After Mr Powell addressed a central bank symposium in Wyoming and declined to say he would cut interest rates in accordance with the president’s wishes, the commander-in-chief exploded on Twitter and asked who is the “the bigger enemy” of the US, Mr Powell or Chinese premier Xi Jinping.

“Our Country has lost, stupidly, Trillions of Dollars with China over many years,” he ranted, ordering American businesses to seek alternatives to working with China and telling US delivery companies like FedEx and UPS to “SEARCH FOR & REFUSE all deliveries of Fentanyl from China”, blaming Beijing for the US opioid crisis.

Stocks fell sharply on Wall Street after Mr Trump said he would respond to China’s latest tariff increase and called on US companies to consider alternatives to doing business in China.

The Dow Jones Industrial Average sank more than 300 points after the president made the announcements on Twitter.

The stocks of all three companies the president mentioned also dropped as traders tried to understand what the implications for them were.
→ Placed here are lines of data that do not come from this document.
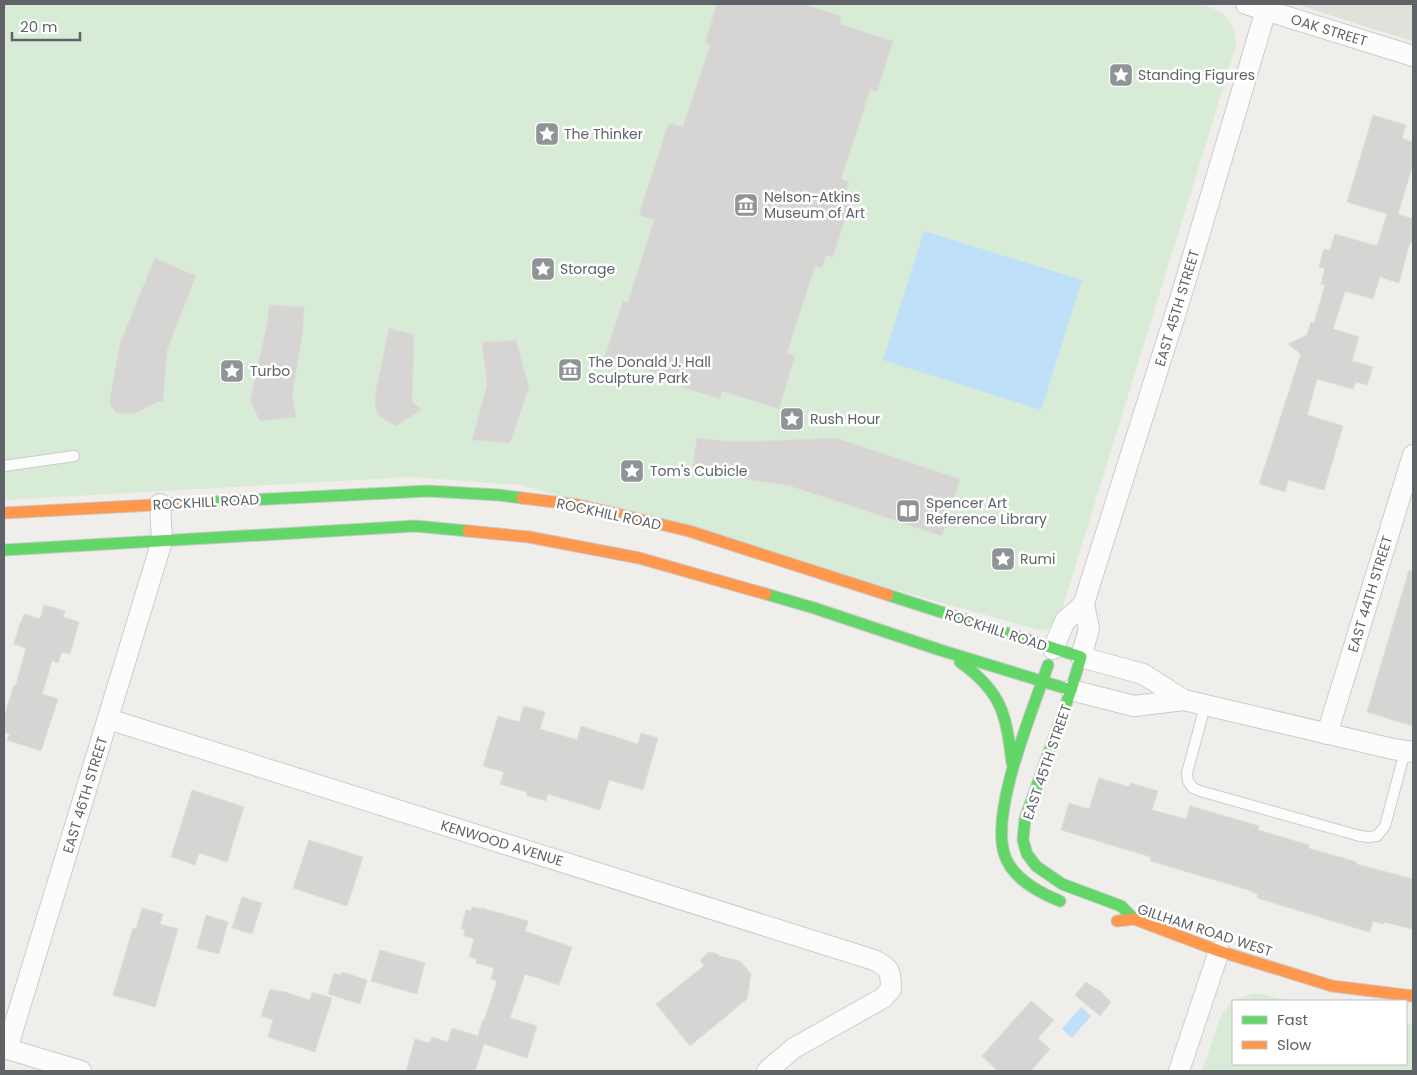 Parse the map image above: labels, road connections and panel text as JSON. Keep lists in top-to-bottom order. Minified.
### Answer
{"streets":{"main road":["EAST 45TH STREET","ROCKHILL ROAD","GILLHAM ROAD WEST"],"street":["OAK STREET","EAST 44TH STREET","EAST 46TH STREET","KENWOOD AVENUE"]},"crossings":[["OAK STREET","EAST 45TH STREET"],["EAST 45TH STREET","ROCKHILL ROAD"],["EAST 45TH STREET","GILLHAM ROAD WEST"],["ROCKHILL ROAD","EAST 44TH STREET"],["ROCKHILL ROAD","EAST 46TH STREET"],["EAST 46TH STREET","KENWOOD AVENUE"]],"places":{"place":["Standing Figures","The Thinker","Storage","Turbo","Rush Hour","Tom's Cubicle","Rumi"],"museum":["Nelson-Atkins Museum of Art","The Donald J. Hall Sculpture Park"],"library":["Spencer Art Reference Library"]},"legend":["Fast","Slow"],"scale_bar":"20 m"} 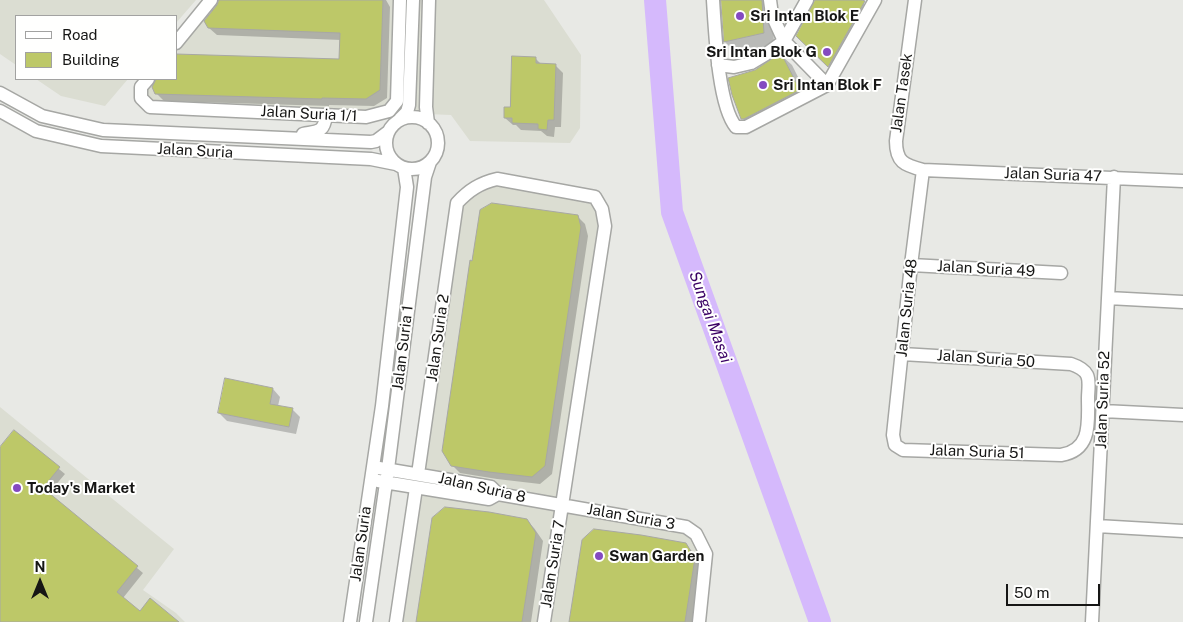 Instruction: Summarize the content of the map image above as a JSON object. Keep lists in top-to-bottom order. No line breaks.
{"streets":{"street":["Jalan Tasek","Jalan Suria 1/1","Jalan Suria","Jalan Suria 47","Jalan Suria 49","Jalan Suria 48","Jalan Suria 2","Jalan Suria 1","Jalan Suria 50","Jalan Suria 52","Jalan Suria 51","Jalan Suria 8","Jalan Suria 3","Jalan Suria 7"]},"crossings":[["Jalan Tasek","Jalan Suria 47"],["Jalan Tasek","Jalan Suria 48"],["Jalan Suria","Jalan Suria 1"],["Jalan Suria","Jalan Suria 8"],["Jalan Suria 47","Jalan Suria 48"],["Jalan Suria 47","Jalan Suria 52"],["Jalan Suria 49","Jalan Suria 48"],["Jalan Suria 48","Jalan Suria 50"],["Jalan Suria 48","Jalan Suria 51"],["Jalan Suria 2","Jalan Suria 8"],["Jalan Suria 2","Jalan Suria 7"],["Jalan Suria 1","Jalan Suria 8"],["Jalan Suria 50","Jalan Suria 51"],["Jalan Suria 8","Jalan Suria 3"],["Jalan Suria 8","Jalan Suria 7"],["Jalan Suria 3","Jalan Suria 7"]],"water":["Sungai Masai"],"places":["Sri Intan Blok E","Sri Intan Blok G","Sri Intan Blok F","Today's Market","Swan Garden"],"legend":["Road","Building"],"scale_bar":"50 m","north":"top"} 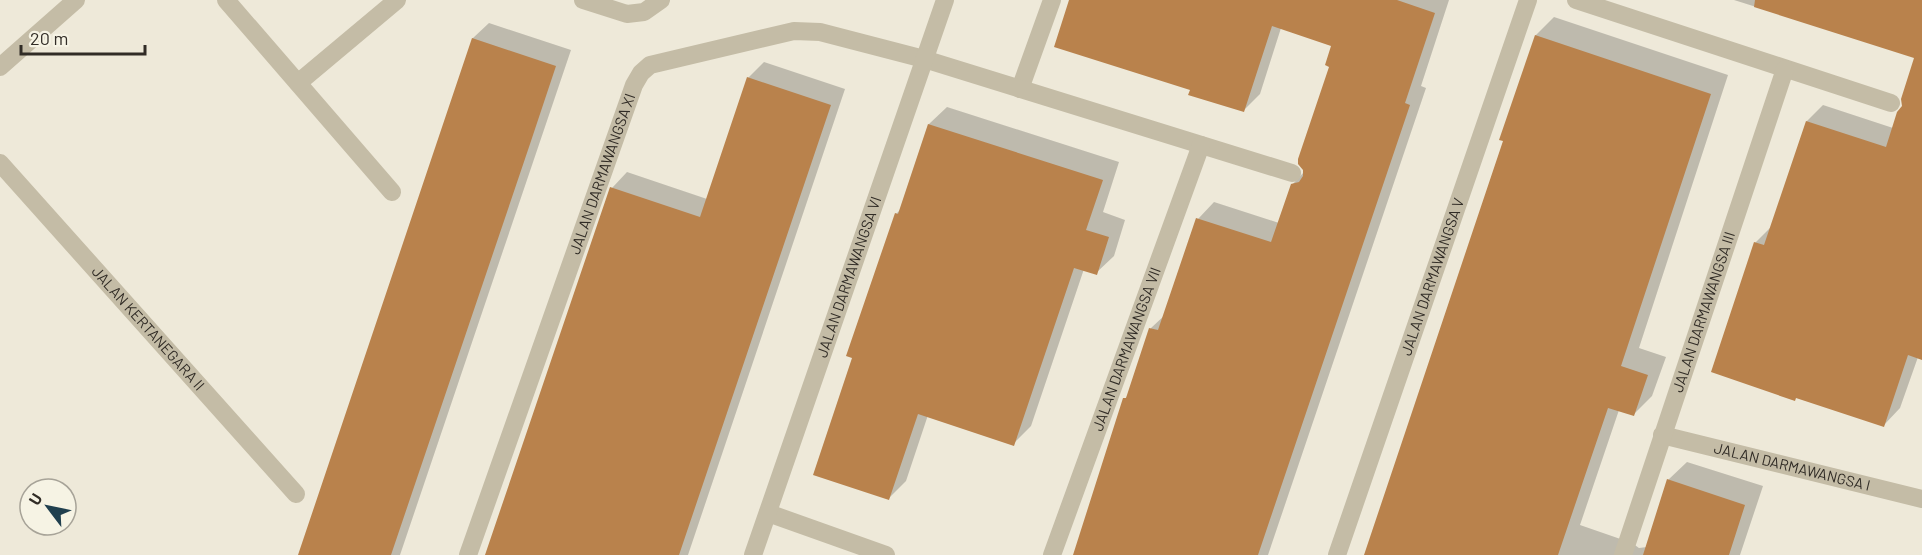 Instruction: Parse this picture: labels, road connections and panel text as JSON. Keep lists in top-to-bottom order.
{
  "streets": {
    "street": [
      "JALAN DARMAWANGSA XI",
      "JALAN DARMAWANGSA VI",
      "JALAN DARMAWANGSA V",
      "JALAN DARMAWANGSA III",
      "JALAN KERTANEGARA II",
      "JALAN DARMAWANGSA VII",
      "JALAN DARMAWANGSA I"
    ]
  },
  "crossings": [
    ["JALAN DARMAWANGSA XI", "JALAN DARMAWANGSA VI"],
    ["JALAN DARMAWANGSA III", "JALAN DARMAWANGSA I"]
  ],
  "scale_bar": "20 m",
  "north": "top left"
} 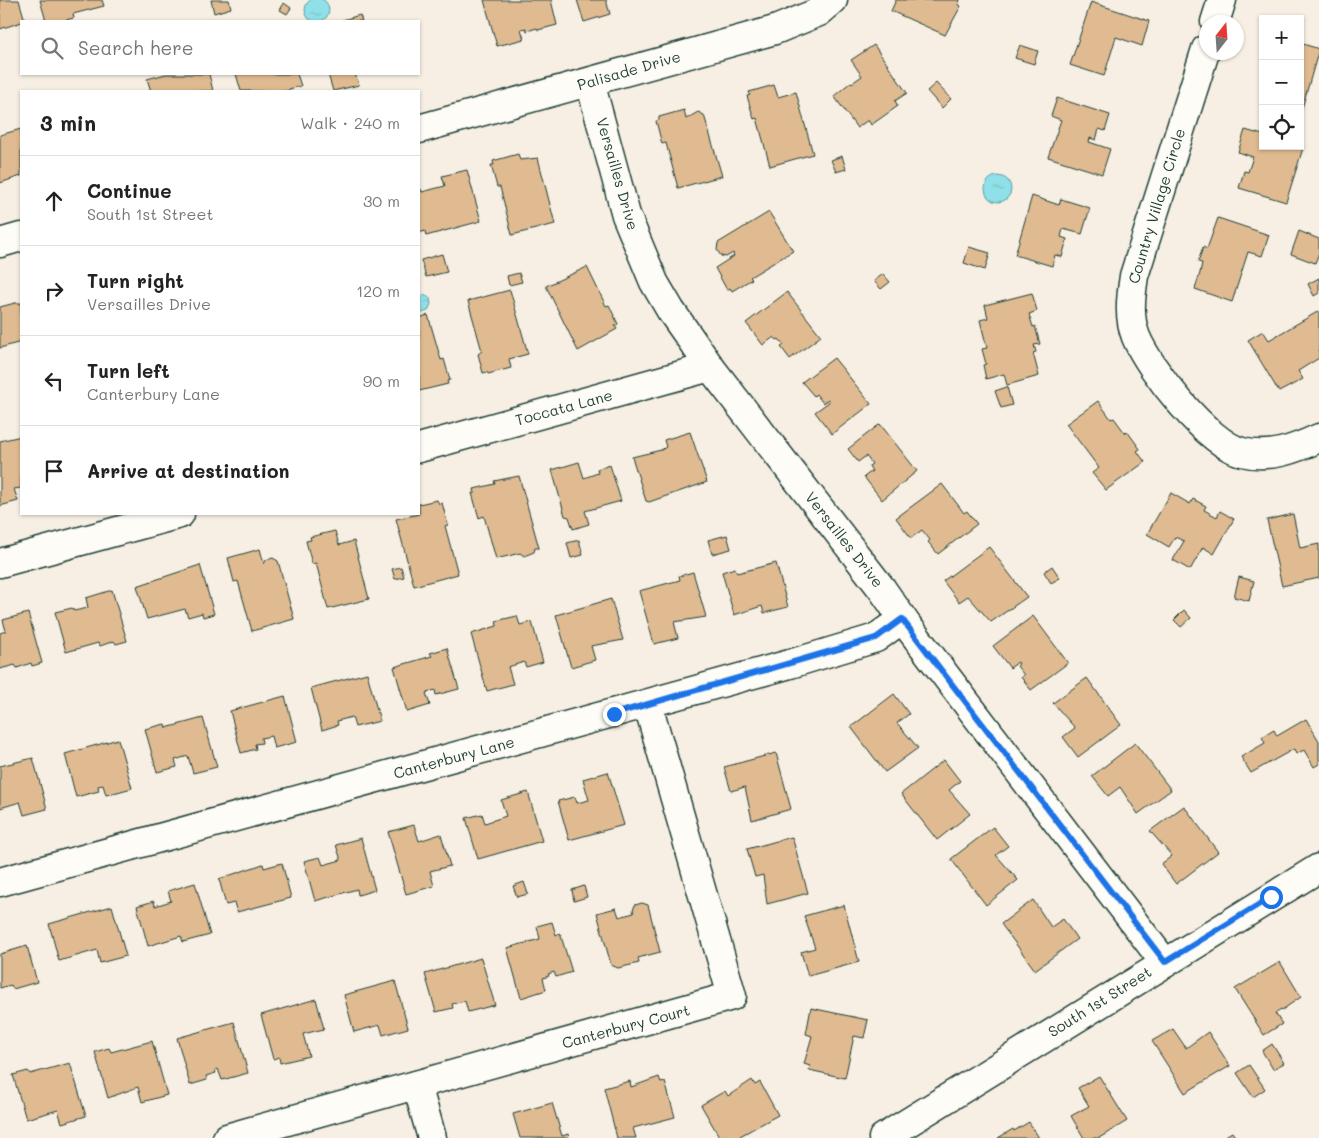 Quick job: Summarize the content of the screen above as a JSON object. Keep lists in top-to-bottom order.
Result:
{
  "streets": {
    "street": [
      "Palisade Drive",
      "Versailles Drive",
      "Country Village Circle",
      "Toccata Lane",
      "Canterbury Lane",
      "South 1st Street",
      "Canterbury Court"
    ]
  },
  "crossings": [
    ["Palisade Drive", "Versailles Drive"],
    ["Versailles Drive", "Toccata Lane"],
    ["Versailles Drive", "Canterbury Lane"],
    ["Versailles Drive", "South 1st Street"],
    ["Canterbury Lane", "Canterbury Court"]
  ],
  "north": "top",
  "page": {
    "map_buttons": ["+", "−"],
    "search": "Search here",
    "heading": ["3 min", "Walk · 240 m"],
    "list": [
      ["Continue", "South 1st Street", "30 m"],
      ["Turn right", "Versailles Drive", "120 m"],
      ["Turn left", "Canterbury Lane", "90 m"],
      "Arrive at destination"
    ]
  }
} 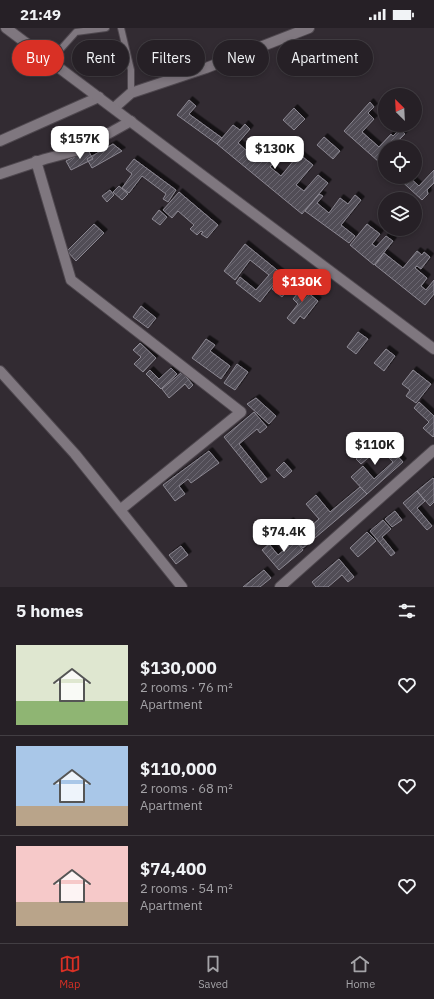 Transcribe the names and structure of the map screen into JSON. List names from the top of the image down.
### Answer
{
  "north": "top left",
  "page": {
    "status": "21:49",
    "chip": [
      "Buy",
      "Rent",
      "Filters",
      "New",
      "Apartment"
    ],
    "price": [
      "$157K",
      "$130K",
      "$130K",
      "$110K",
      "$74.4K"
    ],
    "heading": "5 homes",
    "list": [
      {
        "name": "$130,000",
        "note": "2 rooms · 76 m² · Apartment"
      },
      {
        "name": "$110,000",
        "note": "2 rooms · 68 m² · Apartment"
      },
      {
        "name": "$74,400",
        "note": "2 rooms · 54 m² · Apartment"
      }
    ],
    "tabs": ["Map", "Saved", "Home"]
  }
}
Stocks had been wavering between gains and losses earlier after China said it would retaliate against the latest round of tariffs imposed by Washington.

China said Friday that it will also increase import duties on US-made autos and auto parts. The retaliation pulled global markets into negative territory.

Mr Trump’s current economic rating in a new Associated Press poll represents a 5 percentage point drop from the same time last year, but for a president who has struggled to win over a majority of American voters on any issue, the economy represents a relative strength.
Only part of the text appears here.